As will be seen later on, Pygmalion needs, not a preface,
but a sequel, which I have supplied in its due place.
The English have no respect for their language, and
will not teach their children to speak it. They
spell it so abominably that no man can teach himself
what it sounds like. It is impossible for an Englishman
to open his mouth without making some other Englishman
hate or despise him. German and Spanish are accessible
to foreigners: English is not accessible even
to Englishmen. The reformer England needs today
is an energetic phonetic enthusiast: that is
why I have made such a one the hero of a popular play.
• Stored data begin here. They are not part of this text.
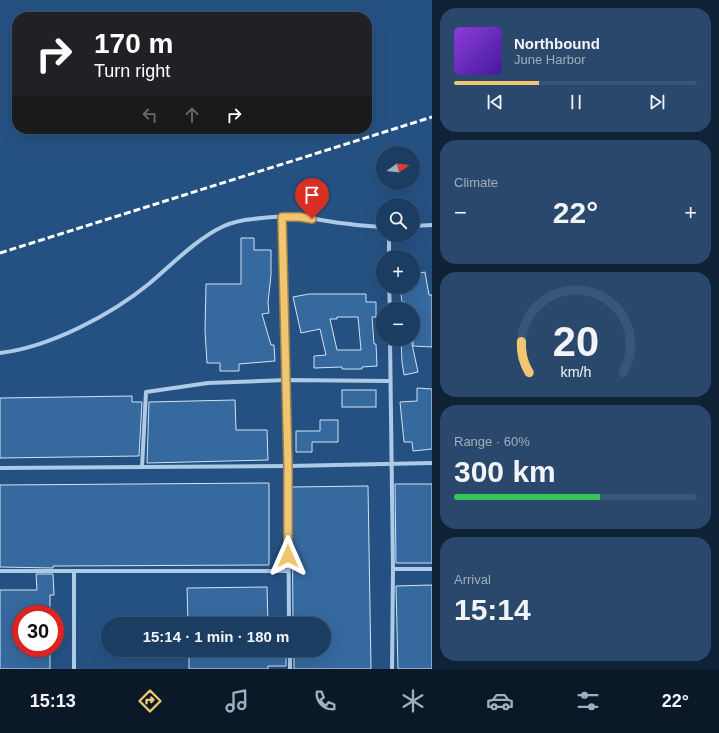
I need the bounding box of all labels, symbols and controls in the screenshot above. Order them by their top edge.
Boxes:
icon: right [28,28,80,80]
text: 170 m [94,28,173,59]
text: Northbound [514,35,600,52]
text: June Harbor [514,52,586,67]
text: Turn right [94,61,170,81]
icon: previous [484,91,506,113]
icon: pause [565,91,587,113]
icon: next [646,91,668,113]
icon: left [139,104,161,126]
icon: ahead [181,104,203,126]
icon: right [223,104,245,126]
north arrow [376,146,420,190]
map controls [376,146,420,346]
text: Climate [454,175,498,190]
pin [295,178,329,219]
icon: arrive [301,184,323,206]
text: 22° [553,196,598,229]
button: search [376,198,420,242]
text: − [454,200,467,225]
text: + [684,200,697,225]
button: + [376,250,420,294]
button: − [376,302,420,346]
text: 20 [552,317,599,364]
text: km/h [560,363,591,379]
text: Range · 60% [454,434,530,449]
text: 300 km [454,455,556,488]
position arrow [267,535,309,577]
text: Arrival [454,572,491,587]
text: 15:14 [454,593,531,626]
speed limit sign: 30 [12,605,64,657]
text: 15:14 · 1 min · 180 m [143,628,289,645]
icon: directions [136,687,164,715]
icon: music [223,687,251,715]
icon: phone [311,687,339,715]
icon: climate [399,687,427,715]
icon: car [486,687,514,715]
icon: filters [574,687,602,715]
text: 15:13 [30,691,76,711]
text: 22° [662,691,689,711]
There have been heroes of that kind crying in the
wilderness for many years past. When I became
interested in the subject towards the end of the eighteen-seventies,
Melville Bell was dead; but Alexander J.
Ellis was
still a living patriarch, with an impressive head
always covered by a velvet skull cap, for which he
would apologize to public meetings in a very courtly
manner. He and Tito Pagliardini, another phonetic
veteran, were men whom it was impossible to dislike.
Henry Sweet, then a young man, lacked their sweetness
of character: he was about as conciliatory to
conventional mortals as Ibsen or Samuel Butler.
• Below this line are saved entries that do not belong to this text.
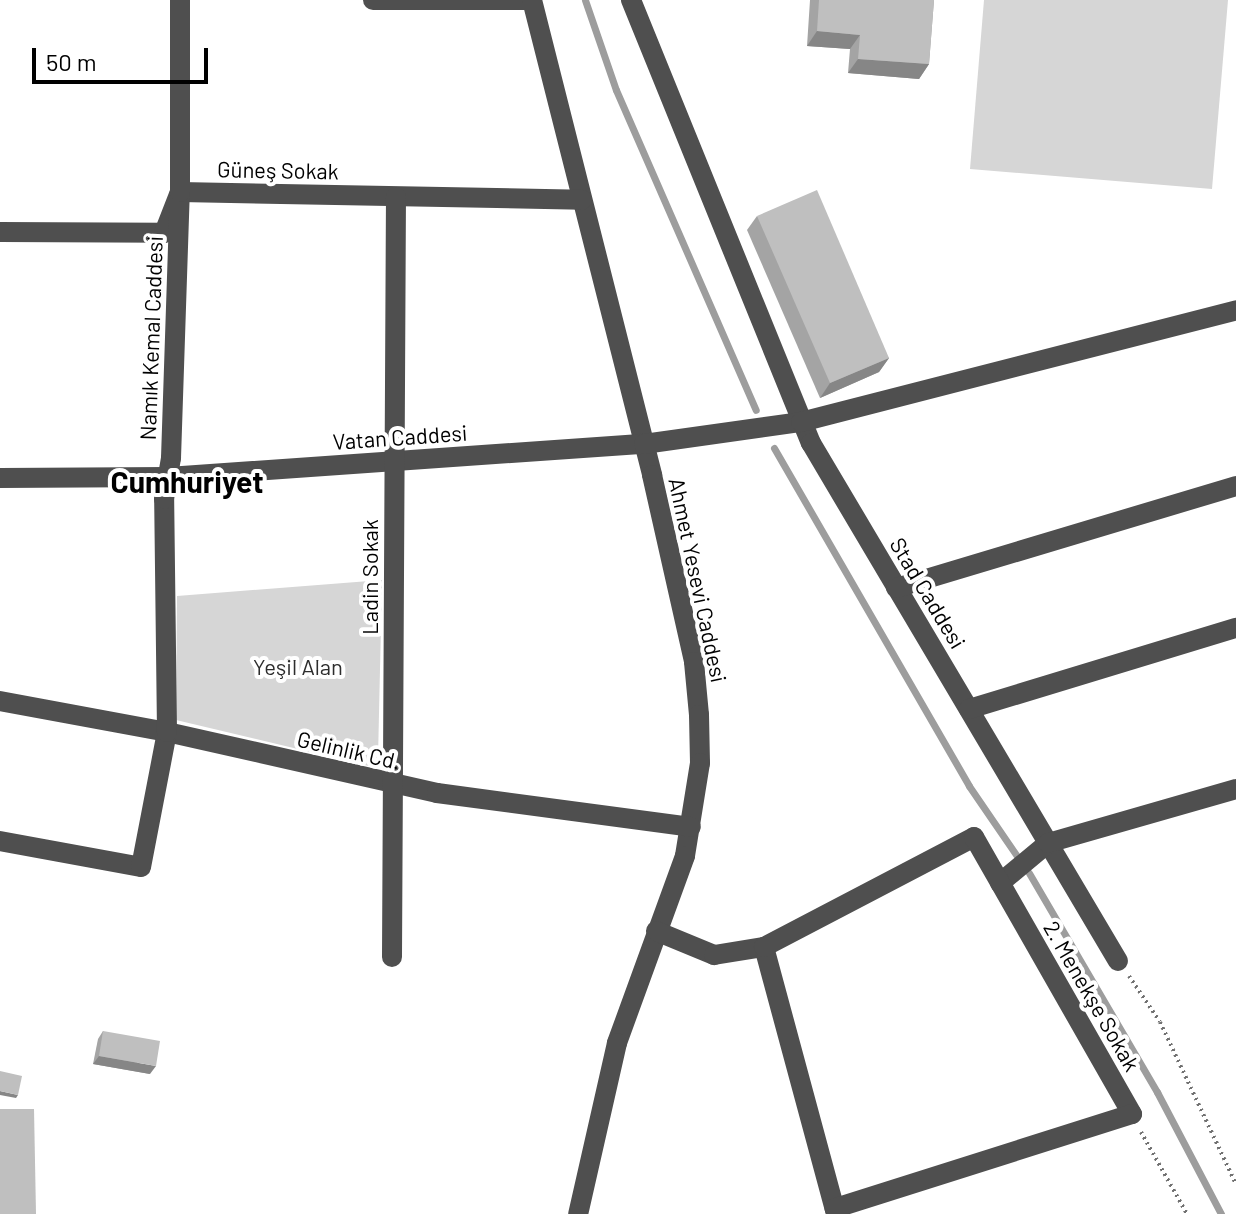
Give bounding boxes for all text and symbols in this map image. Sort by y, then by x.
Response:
scale bar [36,32,212,82]
text: 50 m [46,47,97,76]
street label: Güneş Sokak [217,156,339,184]
street label: Namık Kemal Caddesi [134,235,168,441]
street label: Vatan Caddesi [332,419,468,455]
district label: Cumhuriyet [110,463,264,499]
street label: Ahmet Yesevi Caddesi [663,475,733,685]
street label: Ladin Sokak [357,519,383,635]
street label: Stad Caddesi [885,533,971,653]
park label: Yeşil Alan [253,654,343,680]
street label: Gelinlik Cd. [295,725,403,775]
street label: 2. Menekşe Sokak [1038,916,1146,1076]

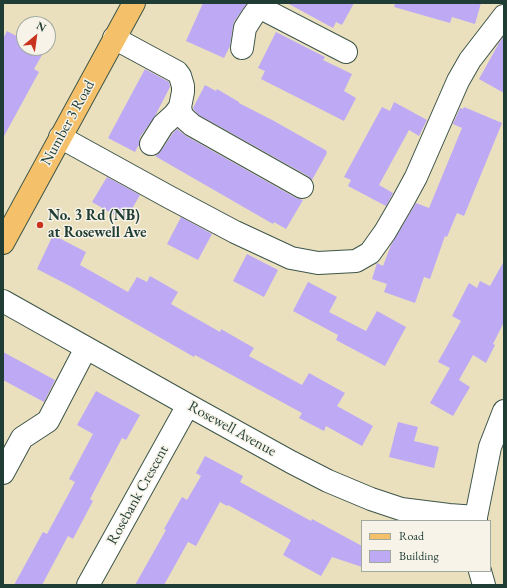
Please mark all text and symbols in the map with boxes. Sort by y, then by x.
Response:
north arrow [16,16,56,56]
text: N [34,18,49,35]
street label: Number 3 Road [37,77,99,169]
place label: No. 3 Rd (NB) at Rosewell Ave [48,207,146,242]
marker: No. 3 Rd (NB) at Rosewell Ave [35,220,45,230]
street label: Rosewell Avenue [185,397,279,461]
street label: Rosebank Crescent [103,442,173,548]
legend [361,520,491,572]
text: Road [399,528,424,544]
text: Building [399,548,439,564]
His great ability as a phonetician (he was, I think,
the best of them all at his job) would have entitled
him to high official recognition, and perhaps enabled
him to popularize his subject, but for his Satanic
contempt for all academic dignitaries and persons in
general who thought more of Greek than of phonetics.
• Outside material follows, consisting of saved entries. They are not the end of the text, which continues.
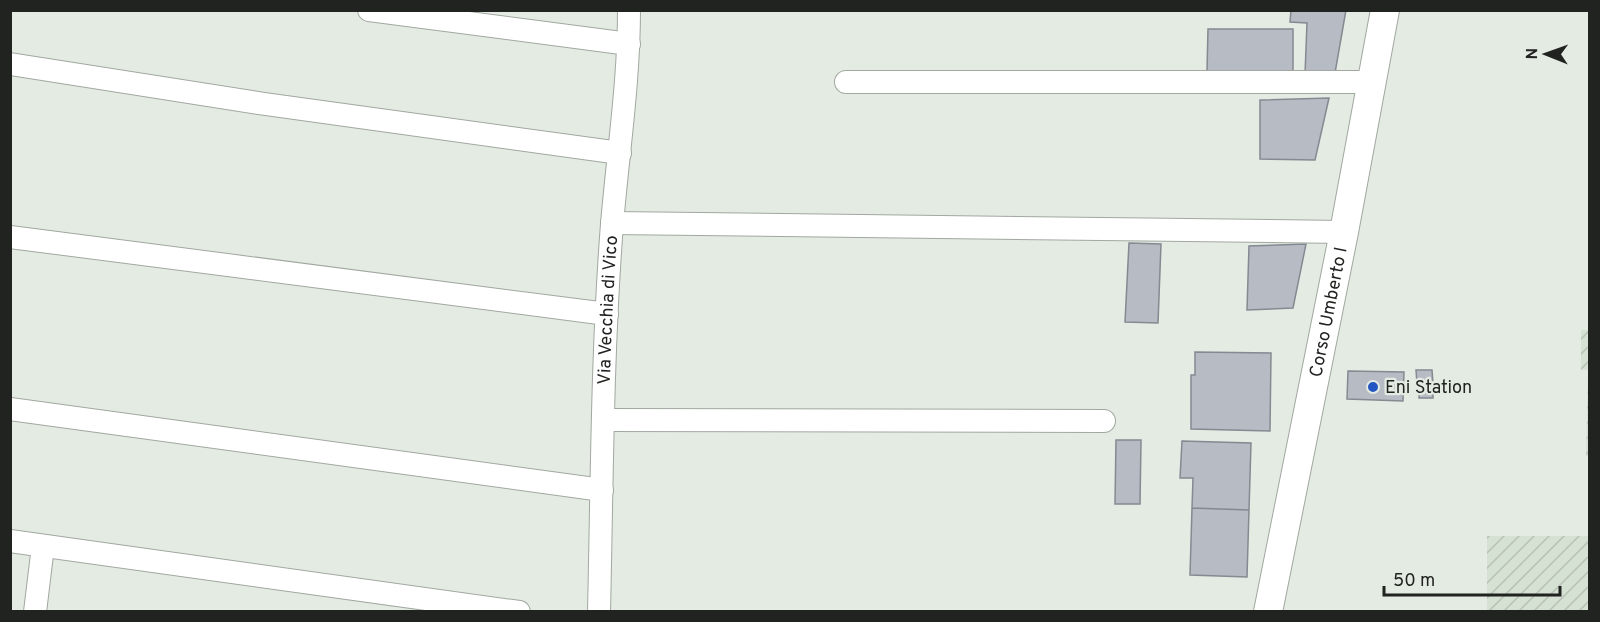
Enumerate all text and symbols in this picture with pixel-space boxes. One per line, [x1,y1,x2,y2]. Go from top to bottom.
north arrow [1516,24,1576,84]
text: N [1523,48,1543,60]
street label: Via Vecchia di Vico [594,235,624,385]
street label: Corso Umberto I [1305,245,1354,379]
place label: Eni Station [1385,377,1472,400]
marker: Eni Station [1366,380,1380,394]
scale bar [1384,559,1560,597]
text: 50 m [1393,570,1435,593]

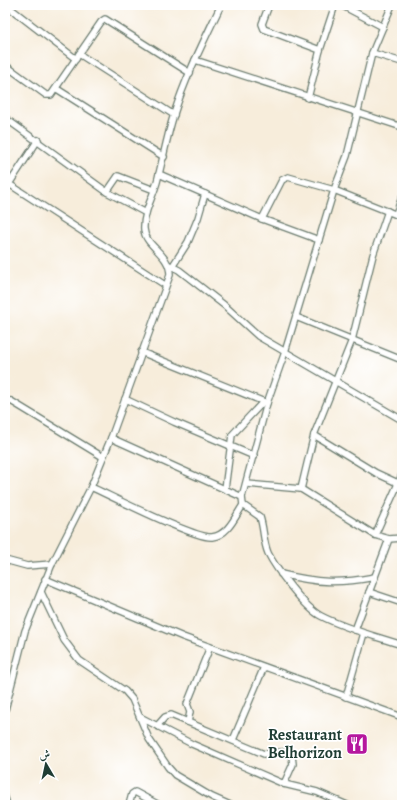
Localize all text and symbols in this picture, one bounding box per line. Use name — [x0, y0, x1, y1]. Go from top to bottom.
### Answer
place label: Restaurant Belhorizon — [268, 724, 343, 764]
restaurant icon: Restaurant Belhorizon — [344, 731, 370, 757]
north arrow — [26, 744, 66, 784]
text: ش — [38, 746, 51, 763]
Once, in the days when the Imperial Institute rose
in South Kensington, and Joseph Chamberlain was booming
the Empire, I induced the editor of a leading monthly
review to commission an article from Sweet on the
imperial importance of his subject. When it arrived,
it contained nothing but a savagely derisive attack
on a professor of language and literature whose chair
Sweet regarded as proper to a phonetic expert only.
The article, being libelous, had to be returned as
impossible; and I had to renounce my dream of dragging
its author into the limelight. When I met him
afterwards, for the first time for many years, I found
to my astonishment that he, who had been a quite tolerably
presentable young man, had actually managed by sheer
scorn to alter his personal appearance until he had
become a sort of walking repudiation of Oxford and
all its traditions. It must have been largely
in his own despite that he was squeezed into something
called a Readership of phonetics there. The future
of phonetics rests probably with his pupils, who all
swore by him; but nothing could bring the man himself
into any sort of compliance with the university, to
which he nevertheless clung by divine right in an
intensely Oxonian way. I daresay his papers, if
he has left any, include some satires that may be
published without too destructive results fifty years
hence. He was, I believe, not in the least an
ill-natured man: very much the opposite, I should
say; but he would not suffer fools gladly.